The answer must consist of each line of the records below that contains the string "overflow".

(Beginning of Supplied records)

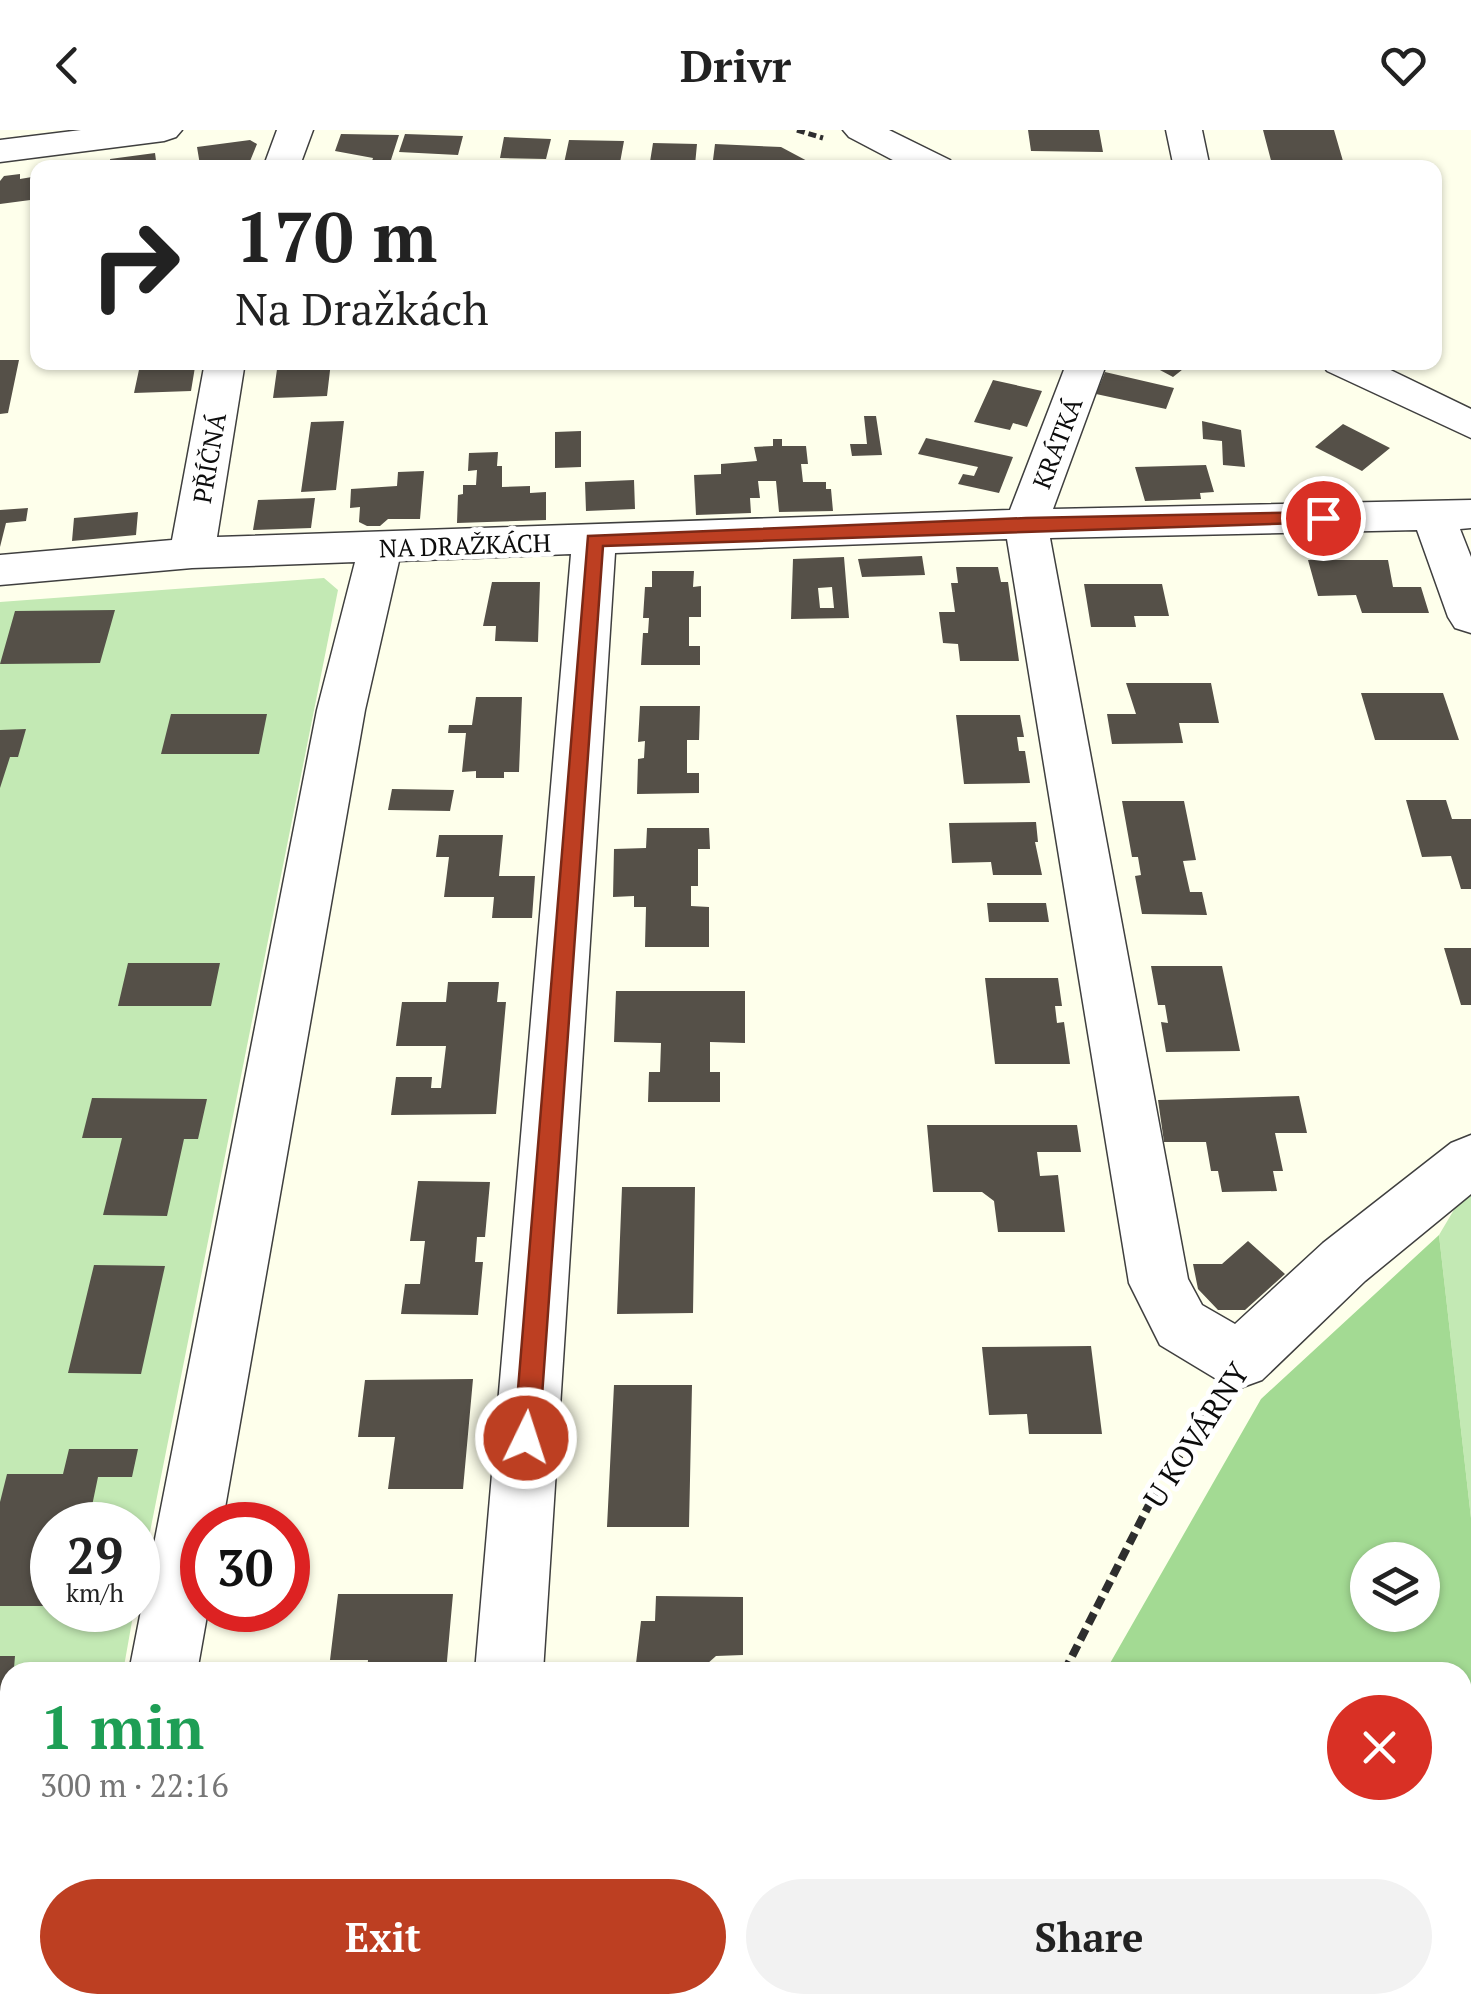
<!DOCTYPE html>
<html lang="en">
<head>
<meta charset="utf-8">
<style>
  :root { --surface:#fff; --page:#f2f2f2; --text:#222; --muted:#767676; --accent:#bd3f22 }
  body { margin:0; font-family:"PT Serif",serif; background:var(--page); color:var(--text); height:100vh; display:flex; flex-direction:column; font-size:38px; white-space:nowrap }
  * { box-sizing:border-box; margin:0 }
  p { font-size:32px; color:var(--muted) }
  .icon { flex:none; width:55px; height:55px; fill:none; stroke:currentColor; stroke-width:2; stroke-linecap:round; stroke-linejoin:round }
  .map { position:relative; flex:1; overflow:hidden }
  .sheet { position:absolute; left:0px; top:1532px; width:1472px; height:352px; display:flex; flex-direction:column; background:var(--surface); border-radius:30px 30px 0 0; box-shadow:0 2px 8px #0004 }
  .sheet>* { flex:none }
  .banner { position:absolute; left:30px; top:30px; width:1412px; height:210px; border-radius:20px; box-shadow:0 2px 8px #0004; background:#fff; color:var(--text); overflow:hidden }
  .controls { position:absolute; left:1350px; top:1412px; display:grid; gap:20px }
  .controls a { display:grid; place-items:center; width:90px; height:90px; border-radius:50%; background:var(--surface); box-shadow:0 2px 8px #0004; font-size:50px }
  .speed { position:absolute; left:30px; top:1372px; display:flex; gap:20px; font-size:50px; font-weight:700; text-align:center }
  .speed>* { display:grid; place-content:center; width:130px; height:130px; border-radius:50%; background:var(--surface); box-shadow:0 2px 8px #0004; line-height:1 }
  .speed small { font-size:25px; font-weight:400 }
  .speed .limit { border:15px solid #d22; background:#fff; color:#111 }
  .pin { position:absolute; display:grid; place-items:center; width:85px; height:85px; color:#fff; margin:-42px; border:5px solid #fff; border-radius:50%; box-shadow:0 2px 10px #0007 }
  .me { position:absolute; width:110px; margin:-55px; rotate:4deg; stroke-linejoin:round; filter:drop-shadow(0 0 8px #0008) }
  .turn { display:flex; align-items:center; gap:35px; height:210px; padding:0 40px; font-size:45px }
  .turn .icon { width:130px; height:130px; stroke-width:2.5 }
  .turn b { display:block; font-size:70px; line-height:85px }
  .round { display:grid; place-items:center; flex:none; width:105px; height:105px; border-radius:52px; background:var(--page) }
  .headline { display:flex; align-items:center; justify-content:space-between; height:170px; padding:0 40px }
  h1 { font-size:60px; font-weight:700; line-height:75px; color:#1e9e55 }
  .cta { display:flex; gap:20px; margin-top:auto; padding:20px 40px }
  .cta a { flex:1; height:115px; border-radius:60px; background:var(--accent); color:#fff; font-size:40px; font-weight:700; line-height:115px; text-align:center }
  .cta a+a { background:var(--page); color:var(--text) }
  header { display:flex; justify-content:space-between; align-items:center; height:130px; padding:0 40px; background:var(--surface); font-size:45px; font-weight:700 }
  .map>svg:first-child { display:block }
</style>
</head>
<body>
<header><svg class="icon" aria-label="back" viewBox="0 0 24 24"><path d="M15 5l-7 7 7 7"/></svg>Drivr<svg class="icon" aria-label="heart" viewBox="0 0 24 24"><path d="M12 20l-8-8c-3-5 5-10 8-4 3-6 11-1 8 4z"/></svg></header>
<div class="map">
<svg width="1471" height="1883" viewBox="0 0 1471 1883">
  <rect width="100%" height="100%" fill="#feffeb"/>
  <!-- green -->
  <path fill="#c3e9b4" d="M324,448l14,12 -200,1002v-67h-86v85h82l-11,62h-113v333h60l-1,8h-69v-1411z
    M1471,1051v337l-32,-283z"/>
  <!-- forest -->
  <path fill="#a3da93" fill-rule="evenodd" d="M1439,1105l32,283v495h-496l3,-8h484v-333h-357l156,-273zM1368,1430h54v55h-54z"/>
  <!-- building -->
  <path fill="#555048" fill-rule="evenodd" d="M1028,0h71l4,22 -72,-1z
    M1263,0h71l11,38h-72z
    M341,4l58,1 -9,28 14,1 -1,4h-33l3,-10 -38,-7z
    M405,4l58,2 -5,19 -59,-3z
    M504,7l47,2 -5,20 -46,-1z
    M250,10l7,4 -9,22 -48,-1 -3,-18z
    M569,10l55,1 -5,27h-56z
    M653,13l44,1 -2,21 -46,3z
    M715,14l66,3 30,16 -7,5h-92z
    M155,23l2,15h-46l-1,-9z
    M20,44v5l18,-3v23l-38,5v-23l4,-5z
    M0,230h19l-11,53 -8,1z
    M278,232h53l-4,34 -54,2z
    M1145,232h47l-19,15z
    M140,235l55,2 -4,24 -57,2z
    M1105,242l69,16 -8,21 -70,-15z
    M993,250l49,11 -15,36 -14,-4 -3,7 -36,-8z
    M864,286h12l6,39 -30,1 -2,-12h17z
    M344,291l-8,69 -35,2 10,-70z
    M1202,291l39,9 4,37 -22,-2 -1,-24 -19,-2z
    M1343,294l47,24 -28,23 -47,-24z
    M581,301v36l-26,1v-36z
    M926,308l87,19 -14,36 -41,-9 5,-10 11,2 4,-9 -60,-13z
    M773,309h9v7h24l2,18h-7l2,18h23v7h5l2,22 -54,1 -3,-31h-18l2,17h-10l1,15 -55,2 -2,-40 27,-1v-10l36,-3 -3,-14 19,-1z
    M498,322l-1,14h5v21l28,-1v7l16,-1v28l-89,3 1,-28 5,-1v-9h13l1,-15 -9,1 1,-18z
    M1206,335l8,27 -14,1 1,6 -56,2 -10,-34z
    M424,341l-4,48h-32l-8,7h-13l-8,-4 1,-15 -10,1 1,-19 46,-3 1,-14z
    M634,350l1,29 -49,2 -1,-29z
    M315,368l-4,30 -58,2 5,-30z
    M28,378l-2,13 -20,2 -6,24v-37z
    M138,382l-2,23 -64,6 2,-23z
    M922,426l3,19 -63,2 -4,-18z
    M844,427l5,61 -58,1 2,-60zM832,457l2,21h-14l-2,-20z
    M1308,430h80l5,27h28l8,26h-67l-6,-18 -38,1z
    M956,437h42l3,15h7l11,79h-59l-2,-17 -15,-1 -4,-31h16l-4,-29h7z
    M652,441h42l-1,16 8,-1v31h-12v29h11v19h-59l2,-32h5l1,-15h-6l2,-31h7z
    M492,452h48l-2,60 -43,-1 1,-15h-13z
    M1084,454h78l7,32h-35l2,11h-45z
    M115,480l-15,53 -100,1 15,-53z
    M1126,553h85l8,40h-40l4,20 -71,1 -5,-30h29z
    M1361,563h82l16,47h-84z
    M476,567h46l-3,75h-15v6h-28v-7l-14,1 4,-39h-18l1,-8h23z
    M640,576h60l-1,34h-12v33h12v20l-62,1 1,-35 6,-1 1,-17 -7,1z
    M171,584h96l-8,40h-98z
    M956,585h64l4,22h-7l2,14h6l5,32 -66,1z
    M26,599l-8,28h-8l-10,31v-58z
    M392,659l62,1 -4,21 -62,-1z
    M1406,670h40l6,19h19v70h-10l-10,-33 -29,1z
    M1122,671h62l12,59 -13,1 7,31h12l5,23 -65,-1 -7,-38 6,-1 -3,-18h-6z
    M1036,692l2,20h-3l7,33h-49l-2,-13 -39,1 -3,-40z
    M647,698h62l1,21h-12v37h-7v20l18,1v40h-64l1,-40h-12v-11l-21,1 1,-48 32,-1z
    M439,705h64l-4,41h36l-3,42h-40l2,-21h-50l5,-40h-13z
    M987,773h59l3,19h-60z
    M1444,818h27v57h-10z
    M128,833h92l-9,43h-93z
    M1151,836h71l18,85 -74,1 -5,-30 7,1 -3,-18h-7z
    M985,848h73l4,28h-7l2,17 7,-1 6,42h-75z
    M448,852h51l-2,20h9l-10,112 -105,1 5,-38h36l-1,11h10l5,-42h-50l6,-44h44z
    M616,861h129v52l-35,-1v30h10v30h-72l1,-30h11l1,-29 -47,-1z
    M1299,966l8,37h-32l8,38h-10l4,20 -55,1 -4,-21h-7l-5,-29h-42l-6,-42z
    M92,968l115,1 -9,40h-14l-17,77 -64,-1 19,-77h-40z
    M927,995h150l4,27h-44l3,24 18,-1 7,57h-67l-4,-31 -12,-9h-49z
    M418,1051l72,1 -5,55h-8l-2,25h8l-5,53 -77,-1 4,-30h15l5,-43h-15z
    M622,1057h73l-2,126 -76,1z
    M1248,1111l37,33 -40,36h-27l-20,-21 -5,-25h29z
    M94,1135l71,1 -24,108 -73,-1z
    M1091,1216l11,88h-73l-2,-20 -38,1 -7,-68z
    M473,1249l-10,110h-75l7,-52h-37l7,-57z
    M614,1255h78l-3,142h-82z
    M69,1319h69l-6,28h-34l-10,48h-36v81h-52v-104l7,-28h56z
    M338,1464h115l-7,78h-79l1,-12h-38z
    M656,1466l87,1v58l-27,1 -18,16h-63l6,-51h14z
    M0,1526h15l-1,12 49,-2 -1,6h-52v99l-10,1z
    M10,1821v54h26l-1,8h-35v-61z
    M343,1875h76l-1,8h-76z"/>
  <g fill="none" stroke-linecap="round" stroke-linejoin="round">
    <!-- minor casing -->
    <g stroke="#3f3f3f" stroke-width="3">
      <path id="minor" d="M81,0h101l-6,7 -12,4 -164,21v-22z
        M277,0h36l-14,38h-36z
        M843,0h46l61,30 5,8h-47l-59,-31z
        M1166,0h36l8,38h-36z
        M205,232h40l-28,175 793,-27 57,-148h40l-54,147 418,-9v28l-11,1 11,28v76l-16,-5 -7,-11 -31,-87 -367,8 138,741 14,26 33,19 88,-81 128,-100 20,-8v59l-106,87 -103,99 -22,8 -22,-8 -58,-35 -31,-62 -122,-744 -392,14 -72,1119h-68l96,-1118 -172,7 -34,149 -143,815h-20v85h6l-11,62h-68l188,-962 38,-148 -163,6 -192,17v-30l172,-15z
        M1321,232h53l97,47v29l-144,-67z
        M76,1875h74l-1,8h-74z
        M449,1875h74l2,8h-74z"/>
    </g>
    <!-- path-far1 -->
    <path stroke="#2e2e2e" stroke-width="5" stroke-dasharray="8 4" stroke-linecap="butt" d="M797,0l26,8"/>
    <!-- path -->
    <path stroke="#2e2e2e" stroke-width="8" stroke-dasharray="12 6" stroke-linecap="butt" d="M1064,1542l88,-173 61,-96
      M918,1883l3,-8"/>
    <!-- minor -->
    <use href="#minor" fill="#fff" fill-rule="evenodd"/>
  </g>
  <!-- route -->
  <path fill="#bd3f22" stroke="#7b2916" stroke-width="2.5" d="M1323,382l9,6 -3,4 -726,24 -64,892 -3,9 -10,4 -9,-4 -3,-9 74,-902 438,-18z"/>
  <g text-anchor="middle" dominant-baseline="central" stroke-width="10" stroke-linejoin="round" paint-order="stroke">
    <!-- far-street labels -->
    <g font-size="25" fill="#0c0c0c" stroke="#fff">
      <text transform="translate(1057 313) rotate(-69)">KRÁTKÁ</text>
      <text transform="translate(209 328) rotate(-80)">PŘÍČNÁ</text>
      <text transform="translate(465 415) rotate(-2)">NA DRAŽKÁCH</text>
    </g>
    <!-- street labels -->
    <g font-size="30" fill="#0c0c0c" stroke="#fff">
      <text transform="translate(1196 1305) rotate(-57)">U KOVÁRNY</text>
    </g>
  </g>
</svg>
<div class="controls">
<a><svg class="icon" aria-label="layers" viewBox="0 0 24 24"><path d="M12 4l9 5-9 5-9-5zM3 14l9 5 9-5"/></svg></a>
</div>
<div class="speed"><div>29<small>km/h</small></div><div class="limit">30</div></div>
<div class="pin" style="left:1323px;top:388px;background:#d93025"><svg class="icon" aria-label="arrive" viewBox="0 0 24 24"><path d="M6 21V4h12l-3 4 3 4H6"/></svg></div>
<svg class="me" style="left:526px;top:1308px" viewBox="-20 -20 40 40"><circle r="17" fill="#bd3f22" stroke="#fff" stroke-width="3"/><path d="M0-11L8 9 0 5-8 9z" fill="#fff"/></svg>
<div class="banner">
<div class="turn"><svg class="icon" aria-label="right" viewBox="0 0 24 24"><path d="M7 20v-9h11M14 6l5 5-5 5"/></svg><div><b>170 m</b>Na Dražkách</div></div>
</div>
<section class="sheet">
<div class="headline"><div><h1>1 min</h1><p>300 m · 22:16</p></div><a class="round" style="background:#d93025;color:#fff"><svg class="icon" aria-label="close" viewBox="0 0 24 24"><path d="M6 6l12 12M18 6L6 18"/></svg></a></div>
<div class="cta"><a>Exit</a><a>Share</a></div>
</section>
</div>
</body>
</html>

(End of Supplied records)

Solution for this exercise -
  .map { position:relative; flex:1; overflow:hidden }
  .banner { position:absolute; left:30px; top:30px; width:1412px; height:210px; border-radius:20px; box-shadow:0 2px 8px #0004; background:#fff; color:var(--text); overflow:hidden }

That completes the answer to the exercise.